▸ About this exercise
Your task is to filter the entries and copy every line containing the string "place".

(Stored data entries)
------------------------------------------------------------

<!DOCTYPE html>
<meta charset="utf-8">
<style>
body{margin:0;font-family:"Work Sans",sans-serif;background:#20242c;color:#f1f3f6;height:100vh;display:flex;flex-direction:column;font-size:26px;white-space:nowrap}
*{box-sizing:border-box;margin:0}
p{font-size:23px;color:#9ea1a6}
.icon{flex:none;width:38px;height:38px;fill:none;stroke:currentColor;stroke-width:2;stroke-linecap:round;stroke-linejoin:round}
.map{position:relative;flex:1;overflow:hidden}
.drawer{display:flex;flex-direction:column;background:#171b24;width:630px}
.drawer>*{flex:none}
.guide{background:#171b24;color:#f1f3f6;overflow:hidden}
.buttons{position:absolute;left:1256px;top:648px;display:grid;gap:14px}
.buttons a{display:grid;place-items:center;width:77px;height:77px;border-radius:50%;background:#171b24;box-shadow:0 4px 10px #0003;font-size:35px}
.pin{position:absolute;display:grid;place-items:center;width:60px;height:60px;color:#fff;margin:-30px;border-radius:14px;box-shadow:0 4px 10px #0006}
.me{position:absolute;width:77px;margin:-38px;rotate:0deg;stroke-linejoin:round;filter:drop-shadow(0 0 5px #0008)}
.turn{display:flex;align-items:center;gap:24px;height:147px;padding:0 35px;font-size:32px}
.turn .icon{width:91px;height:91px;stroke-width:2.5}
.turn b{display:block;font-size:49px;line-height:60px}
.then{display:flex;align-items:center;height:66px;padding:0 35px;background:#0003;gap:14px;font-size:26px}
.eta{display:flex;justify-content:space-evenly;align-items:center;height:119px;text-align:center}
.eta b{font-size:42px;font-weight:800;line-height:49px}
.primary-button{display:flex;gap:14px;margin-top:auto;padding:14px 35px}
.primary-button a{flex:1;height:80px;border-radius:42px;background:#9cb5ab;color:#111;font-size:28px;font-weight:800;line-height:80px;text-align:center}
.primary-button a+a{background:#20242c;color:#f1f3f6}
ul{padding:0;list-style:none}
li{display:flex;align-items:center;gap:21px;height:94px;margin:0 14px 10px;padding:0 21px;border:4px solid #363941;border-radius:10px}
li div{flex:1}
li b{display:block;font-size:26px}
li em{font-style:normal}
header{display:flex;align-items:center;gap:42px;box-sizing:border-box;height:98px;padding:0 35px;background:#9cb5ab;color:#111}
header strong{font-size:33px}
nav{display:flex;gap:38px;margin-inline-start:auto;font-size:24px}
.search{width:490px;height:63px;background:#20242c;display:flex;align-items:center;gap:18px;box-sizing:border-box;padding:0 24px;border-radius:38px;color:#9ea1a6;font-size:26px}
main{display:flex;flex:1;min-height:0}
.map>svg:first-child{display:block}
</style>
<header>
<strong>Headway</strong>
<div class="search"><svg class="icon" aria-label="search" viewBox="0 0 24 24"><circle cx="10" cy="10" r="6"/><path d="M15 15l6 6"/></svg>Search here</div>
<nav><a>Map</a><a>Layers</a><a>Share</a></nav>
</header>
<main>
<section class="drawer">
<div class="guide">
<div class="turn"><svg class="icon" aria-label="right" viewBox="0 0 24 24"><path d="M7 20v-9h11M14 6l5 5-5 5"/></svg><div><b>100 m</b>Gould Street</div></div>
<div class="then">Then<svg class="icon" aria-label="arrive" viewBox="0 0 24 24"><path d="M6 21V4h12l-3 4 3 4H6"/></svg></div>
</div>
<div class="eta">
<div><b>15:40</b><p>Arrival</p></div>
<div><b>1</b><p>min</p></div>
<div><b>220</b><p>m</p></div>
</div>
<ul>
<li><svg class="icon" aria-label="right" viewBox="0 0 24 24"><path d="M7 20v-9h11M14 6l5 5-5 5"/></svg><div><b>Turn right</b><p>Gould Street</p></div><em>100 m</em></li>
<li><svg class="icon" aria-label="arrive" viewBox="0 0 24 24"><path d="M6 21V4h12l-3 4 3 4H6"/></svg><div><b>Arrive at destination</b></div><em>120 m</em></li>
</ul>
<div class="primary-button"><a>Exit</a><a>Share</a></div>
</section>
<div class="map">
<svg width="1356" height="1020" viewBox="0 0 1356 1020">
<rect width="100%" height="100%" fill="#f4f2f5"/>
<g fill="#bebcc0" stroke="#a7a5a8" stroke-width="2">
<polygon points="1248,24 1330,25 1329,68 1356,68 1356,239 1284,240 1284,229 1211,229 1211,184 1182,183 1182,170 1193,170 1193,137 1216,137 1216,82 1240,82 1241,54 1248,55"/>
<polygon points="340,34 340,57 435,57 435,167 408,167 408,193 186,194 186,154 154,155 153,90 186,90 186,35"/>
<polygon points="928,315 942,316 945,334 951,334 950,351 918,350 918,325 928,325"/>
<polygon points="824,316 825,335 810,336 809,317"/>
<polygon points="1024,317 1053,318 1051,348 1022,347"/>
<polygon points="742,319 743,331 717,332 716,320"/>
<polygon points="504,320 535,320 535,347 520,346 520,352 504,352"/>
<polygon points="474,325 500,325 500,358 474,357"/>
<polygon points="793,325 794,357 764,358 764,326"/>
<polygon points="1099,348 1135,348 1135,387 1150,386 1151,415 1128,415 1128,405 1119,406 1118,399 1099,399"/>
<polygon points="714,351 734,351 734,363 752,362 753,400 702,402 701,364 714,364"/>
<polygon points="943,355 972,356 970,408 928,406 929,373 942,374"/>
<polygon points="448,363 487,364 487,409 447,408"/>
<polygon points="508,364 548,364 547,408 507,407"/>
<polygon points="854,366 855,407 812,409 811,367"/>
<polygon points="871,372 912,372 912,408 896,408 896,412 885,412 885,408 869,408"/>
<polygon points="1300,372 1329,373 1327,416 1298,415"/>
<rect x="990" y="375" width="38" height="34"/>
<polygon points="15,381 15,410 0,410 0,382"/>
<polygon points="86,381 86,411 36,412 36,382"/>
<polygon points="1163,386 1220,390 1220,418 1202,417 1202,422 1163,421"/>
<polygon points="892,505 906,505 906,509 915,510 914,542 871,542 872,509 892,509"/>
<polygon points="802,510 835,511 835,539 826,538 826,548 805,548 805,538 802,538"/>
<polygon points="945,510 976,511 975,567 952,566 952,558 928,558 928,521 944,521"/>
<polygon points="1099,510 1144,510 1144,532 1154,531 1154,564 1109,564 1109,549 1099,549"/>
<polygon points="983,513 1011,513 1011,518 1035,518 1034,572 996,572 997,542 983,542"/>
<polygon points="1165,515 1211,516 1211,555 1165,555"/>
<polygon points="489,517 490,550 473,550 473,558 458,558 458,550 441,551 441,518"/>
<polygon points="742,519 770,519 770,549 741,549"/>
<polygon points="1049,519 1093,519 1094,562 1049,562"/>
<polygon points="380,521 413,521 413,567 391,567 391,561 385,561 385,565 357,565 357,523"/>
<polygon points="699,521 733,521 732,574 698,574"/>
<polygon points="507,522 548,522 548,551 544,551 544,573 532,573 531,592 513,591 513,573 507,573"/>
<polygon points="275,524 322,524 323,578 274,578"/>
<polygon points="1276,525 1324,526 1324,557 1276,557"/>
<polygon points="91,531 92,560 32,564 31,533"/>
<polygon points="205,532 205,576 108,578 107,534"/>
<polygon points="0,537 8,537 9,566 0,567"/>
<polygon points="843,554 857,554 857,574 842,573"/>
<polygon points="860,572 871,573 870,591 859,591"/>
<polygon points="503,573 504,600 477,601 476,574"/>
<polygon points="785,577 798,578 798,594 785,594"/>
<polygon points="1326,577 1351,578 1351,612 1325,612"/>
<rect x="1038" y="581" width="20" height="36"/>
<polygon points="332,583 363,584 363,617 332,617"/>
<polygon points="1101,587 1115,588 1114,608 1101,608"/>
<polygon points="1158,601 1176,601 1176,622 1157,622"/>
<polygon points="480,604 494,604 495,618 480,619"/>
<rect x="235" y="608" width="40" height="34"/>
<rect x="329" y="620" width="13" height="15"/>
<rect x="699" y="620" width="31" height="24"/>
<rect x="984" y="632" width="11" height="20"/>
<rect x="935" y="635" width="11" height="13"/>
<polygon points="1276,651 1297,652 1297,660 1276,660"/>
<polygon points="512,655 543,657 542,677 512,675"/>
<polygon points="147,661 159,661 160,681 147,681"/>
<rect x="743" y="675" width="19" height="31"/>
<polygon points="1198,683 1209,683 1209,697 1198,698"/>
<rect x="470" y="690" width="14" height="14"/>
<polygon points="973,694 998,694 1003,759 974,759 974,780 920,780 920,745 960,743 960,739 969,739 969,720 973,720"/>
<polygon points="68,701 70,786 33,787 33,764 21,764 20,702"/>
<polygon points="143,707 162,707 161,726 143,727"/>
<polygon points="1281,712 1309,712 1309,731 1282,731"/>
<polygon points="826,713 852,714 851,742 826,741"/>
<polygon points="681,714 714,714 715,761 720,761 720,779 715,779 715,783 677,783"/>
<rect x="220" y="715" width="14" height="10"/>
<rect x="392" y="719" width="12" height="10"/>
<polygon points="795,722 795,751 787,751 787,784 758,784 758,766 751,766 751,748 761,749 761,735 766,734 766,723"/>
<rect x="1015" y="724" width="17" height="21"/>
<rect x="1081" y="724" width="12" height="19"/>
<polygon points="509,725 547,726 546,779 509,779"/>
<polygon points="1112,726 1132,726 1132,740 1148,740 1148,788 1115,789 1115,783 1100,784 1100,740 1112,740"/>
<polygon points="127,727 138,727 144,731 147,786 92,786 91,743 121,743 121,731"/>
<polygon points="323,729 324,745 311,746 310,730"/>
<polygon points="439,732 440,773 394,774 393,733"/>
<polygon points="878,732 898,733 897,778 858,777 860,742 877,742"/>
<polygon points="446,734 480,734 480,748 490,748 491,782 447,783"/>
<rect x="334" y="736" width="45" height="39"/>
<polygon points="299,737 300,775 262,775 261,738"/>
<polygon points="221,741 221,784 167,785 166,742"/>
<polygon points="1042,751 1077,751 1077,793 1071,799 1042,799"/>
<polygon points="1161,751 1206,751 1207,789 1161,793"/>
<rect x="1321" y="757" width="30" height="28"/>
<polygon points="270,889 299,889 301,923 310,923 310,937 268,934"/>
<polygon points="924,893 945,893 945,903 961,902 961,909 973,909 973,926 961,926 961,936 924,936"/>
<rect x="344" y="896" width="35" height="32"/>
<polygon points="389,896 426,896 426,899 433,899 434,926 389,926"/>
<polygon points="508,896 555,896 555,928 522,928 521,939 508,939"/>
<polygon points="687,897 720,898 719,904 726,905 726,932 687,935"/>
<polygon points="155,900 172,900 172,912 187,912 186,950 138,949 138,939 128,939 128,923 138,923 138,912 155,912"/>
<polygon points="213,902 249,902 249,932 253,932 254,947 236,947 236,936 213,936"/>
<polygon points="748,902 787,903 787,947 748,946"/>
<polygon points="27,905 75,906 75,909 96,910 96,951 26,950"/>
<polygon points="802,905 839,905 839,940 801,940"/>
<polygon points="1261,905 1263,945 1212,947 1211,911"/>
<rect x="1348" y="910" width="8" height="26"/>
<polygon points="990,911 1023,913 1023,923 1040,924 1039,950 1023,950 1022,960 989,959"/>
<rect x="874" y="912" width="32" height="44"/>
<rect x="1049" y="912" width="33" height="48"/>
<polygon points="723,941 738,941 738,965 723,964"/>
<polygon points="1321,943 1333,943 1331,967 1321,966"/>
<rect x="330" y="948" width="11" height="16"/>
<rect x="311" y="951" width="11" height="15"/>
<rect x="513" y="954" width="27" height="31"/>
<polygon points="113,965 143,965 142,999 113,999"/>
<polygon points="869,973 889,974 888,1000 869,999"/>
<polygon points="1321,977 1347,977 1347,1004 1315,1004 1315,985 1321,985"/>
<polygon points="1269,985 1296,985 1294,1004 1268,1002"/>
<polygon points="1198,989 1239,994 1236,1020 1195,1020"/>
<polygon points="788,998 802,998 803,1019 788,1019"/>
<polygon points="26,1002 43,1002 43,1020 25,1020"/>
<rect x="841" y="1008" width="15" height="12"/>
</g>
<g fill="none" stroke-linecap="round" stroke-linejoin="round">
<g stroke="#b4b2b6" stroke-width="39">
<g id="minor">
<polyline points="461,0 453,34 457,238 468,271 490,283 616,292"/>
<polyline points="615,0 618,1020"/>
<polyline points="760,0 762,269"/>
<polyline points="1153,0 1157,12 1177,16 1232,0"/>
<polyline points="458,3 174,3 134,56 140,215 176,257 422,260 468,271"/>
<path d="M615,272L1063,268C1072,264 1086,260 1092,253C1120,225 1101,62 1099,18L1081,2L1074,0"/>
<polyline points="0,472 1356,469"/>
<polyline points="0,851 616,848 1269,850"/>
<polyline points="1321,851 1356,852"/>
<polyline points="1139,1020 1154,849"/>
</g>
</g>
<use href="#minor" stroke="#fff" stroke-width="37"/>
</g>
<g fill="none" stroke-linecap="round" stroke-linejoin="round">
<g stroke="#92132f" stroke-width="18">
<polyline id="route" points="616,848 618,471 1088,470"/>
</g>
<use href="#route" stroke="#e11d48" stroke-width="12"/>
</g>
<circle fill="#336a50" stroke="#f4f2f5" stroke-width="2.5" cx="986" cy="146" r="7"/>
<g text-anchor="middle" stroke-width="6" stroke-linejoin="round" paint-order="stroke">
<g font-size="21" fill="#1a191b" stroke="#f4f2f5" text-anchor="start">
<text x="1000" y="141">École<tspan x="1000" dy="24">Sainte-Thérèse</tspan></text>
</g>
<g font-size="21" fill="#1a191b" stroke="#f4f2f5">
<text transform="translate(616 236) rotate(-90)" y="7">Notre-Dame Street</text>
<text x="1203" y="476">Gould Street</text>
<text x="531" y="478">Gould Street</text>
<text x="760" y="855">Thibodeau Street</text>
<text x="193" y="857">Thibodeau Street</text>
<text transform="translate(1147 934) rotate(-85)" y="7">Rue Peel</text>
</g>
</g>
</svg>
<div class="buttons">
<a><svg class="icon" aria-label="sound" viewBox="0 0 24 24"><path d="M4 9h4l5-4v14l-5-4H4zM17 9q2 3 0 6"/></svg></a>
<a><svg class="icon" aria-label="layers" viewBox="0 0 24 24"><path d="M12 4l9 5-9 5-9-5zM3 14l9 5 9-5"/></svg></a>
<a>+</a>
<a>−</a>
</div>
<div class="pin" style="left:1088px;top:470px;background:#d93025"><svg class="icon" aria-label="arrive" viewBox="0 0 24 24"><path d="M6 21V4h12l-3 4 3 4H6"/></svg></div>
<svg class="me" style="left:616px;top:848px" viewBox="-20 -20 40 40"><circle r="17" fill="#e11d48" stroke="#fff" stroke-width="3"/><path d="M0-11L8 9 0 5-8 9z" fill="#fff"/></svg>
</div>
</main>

------------------------------------------------------------

▸ Completed exercise
.buttons a{display:grid;place-items:center;width:77px;height:77px;border-radius:50%;background:#171b24;box-shadow:0 4px 10px #0003;font-size:35px}
.pin{position:absolute;display:grid;place-items:center;width:60px;height:60px;color:#fff;margin:-30px;border-radius:14px;box-shadow:0 4px 10px #0006}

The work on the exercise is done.